__Instructions for the task__: Take every line of the material and reproduce it exactly.

[Start of Attachment]

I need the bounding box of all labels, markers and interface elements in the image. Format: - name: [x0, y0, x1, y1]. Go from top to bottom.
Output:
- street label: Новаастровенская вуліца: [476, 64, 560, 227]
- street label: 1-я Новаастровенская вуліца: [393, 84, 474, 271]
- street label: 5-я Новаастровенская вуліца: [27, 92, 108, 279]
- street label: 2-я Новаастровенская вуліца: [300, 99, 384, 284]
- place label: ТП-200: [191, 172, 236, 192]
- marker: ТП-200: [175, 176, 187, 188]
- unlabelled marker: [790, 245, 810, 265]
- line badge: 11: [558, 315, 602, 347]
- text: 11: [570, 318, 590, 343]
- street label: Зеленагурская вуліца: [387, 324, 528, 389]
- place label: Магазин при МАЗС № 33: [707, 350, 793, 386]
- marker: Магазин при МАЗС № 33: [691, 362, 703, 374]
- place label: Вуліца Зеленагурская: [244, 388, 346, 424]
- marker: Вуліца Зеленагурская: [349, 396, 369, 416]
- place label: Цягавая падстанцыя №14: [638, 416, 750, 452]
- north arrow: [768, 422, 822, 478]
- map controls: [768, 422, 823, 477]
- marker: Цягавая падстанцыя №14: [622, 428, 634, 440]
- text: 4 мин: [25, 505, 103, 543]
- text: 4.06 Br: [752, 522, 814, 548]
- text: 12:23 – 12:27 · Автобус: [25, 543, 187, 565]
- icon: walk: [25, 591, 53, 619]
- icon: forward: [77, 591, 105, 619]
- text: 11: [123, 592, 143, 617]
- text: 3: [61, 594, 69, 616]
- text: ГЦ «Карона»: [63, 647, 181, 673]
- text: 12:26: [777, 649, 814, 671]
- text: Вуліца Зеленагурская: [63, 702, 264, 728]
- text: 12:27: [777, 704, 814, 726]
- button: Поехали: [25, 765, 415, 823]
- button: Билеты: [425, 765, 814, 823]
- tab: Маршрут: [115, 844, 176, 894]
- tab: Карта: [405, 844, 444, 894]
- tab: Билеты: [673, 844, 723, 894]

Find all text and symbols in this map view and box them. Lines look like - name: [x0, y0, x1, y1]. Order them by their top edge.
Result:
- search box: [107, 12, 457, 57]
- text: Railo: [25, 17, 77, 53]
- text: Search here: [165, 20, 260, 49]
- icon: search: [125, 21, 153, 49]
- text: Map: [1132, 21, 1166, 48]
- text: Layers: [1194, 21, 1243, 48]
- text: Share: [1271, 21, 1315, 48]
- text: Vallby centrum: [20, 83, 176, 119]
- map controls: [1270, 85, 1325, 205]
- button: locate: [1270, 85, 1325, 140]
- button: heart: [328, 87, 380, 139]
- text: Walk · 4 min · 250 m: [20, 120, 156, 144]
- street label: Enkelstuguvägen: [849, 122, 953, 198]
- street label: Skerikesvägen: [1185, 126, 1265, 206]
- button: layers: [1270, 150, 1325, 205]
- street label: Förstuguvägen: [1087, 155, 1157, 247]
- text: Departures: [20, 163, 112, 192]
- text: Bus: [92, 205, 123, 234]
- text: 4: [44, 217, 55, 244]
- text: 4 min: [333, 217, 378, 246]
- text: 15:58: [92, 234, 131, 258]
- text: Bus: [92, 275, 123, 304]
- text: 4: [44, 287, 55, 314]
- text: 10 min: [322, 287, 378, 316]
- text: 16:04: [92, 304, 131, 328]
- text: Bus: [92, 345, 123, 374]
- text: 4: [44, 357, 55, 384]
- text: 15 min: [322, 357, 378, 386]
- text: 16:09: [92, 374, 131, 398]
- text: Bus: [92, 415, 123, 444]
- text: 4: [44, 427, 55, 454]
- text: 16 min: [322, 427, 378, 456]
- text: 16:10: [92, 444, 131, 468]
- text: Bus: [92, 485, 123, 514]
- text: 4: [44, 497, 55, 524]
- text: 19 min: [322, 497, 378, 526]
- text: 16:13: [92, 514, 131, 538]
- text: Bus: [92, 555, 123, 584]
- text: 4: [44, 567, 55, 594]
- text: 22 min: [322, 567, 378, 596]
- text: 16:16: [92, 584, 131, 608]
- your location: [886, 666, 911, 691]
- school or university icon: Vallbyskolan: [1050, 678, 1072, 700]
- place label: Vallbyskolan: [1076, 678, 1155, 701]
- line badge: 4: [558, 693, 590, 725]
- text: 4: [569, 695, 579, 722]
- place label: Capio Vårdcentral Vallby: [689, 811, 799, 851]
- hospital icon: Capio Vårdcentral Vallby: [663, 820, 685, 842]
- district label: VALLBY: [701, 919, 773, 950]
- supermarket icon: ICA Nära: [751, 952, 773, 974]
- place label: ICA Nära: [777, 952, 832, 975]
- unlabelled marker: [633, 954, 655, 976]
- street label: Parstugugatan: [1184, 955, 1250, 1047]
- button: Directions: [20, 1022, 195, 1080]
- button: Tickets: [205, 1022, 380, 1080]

[End of Attachment]

__Task solution__:
I need the bounding box of all labels, markers and interface elements in the image. Format: - name: [x0, y0, x1, y1]. Go from top to bottom.
Output:
- street label: Новаастровенская вуліца: [476, 64, 560, 227]
- street label: 1-я Новаастровенская вуліца: [393, 84, 474, 271]
- street label: 5-я Новаастровенская вуліца: [27, 92, 108, 279]
- street label: 2-я Новаастровенская вуліца: [300, 99, 384, 284]
- place label: ТП-200: [191, 172, 236, 192]
- marker: ТП-200: [175, 176, 187, 188]
- unlabelled marker: [790, 245, 810, 265]
- line badge: 11: [558, 315, 602, 347]
- text: 11: [570, 318, 590, 343]
- street label: Зеленагурская вуліца: [387, 324, 528, 389]
- place label: Магазин при МАЗС № 33: [707, 350, 793, 386]
- marker: Магазин при МАЗС № 33: [691, 362, 703, 374]
- place label: Вуліца Зеленагурская: [244, 388, 346, 424]
- marker: Вуліца Зеленагурская: [349, 396, 369, 416]
- place label: Цягавая падстанцыя №14: [638, 416, 750, 452]
- north arrow: [768, 422, 822, 478]
- map controls: [768, 422, 823, 477]
- marker: Цягавая падстанцыя №14: [622, 428, 634, 440]
- text: 4 мин: [25, 505, 103, 543]
- text: 4.06 Br: [752, 522, 814, 548]
- text: 12:23 – 12:27 · Автобус: [25, 543, 187, 565]
- icon: walk: [25, 591, 53, 619]
- icon: forward: [77, 591, 105, 619]
- text: 11: [123, 592, 143, 617]
- text: 3: [61, 594, 69, 616]
- text: ГЦ «Карона»: [63, 647, 181, 673]
- text: 12:26: [777, 649, 814, 671]
- text: Вуліца Зеленагурская: [63, 702, 264, 728]
- text: 12:27: [777, 704, 814, 726]
- button: Поехали: [25, 765, 415, 823]
- button: Билеты: [425, 765, 814, 823]
- tab: Маршрут: [115, 844, 176, 894]
- tab: Карта: [405, 844, 444, 894]
- tab: Билеты: [673, 844, 723, 894]

Find all text and symbols in this map view and box them. Lines look like - name: [x0, y0, x1, y1]. Order them by their top edge.
Result:
- search box: [107, 12, 457, 57]
- text: Railo: [25, 17, 77, 53]
- text: Search here: [165, 20, 260, 49]
- icon: search: [125, 21, 153, 49]
- text: Map: [1132, 21, 1166, 48]
- text: Layers: [1194, 21, 1243, 48]
- text: Share: [1271, 21, 1315, 48]
- text: Vallby centrum: [20, 83, 176, 119]
- map controls: [1270, 85, 1325, 205]
- button: locate: [1270, 85, 1325, 140]
- button: heart: [328, 87, 380, 139]
- text: Walk · 4 min · 250 m: [20, 120, 156, 144]
- street label: Enkelstuguvägen: [849, 122, 953, 198]
- street label: Skerikesvägen: [1185, 126, 1265, 206]
- button: layers: [1270, 150, 1325, 205]
- street label: Förstuguvägen: [1087, 155, 1157, 247]
- text: Departures: [20, 163, 112, 192]
- text: Bus: [92, 205, 123, 234]
- text: 4: [44, 217, 55, 244]
- text: 4 min: [333, 217, 378, 246]
- text: 15:58: [92, 234, 131, 258]
- text: Bus: [92, 275, 123, 304]
- text: 4: [44, 287, 55, 314]
- text: 10 min: [322, 287, 378, 316]
- text: 16:04: [92, 304, 131, 328]
- text: Bus: [92, 345, 123, 374]
- text: 4: [44, 357, 55, 384]
- text: 15 min: [322, 357, 378, 386]
- text: 16:09: [92, 374, 131, 398]
- text: Bus: [92, 415, 123, 444]
- text: 4: [44, 427, 55, 454]
- text: 16 min: [322, 427, 378, 456]
- text: 16:10: [92, 444, 131, 468]
- text: Bus: [92, 485, 123, 514]
- text: 4: [44, 497, 55, 524]
- text: 19 min: [322, 497, 378, 526]
- text: 16:13: [92, 514, 131, 538]
- text: Bus: [92, 555, 123, 584]
- text: 4: [44, 567, 55, 594]
- text: 22 min: [322, 567, 378, 596]
- text: 16:16: [92, 584, 131, 608]
- your location: [886, 666, 911, 691]
- school or university icon: Vallbyskolan: [1050, 678, 1072, 700]
- place label: Vallbyskolan: [1076, 678, 1155, 701]
- line badge: 4: [558, 693, 590, 725]
- text: 4: [569, 695, 579, 722]
- place label: Capio Vårdcentral Vallby: [689, 811, 799, 851]
- hospital icon: Capio Vårdcentral Vallby: [663, 820, 685, 842]
- district label: VALLBY: [701, 919, 773, 950]
- supermarket icon: ICA Nära: [751, 952, 773, 974]
- place label: ICA Nära: [777, 952, 832, 975]
- unlabelled marker: [633, 954, 655, 976]
- street label: Parstugugatan: [1184, 955, 1250, 1047]
- button: Directions: [20, 1022, 195, 1080]
- button: Tickets: [205, 1022, 380, 1080]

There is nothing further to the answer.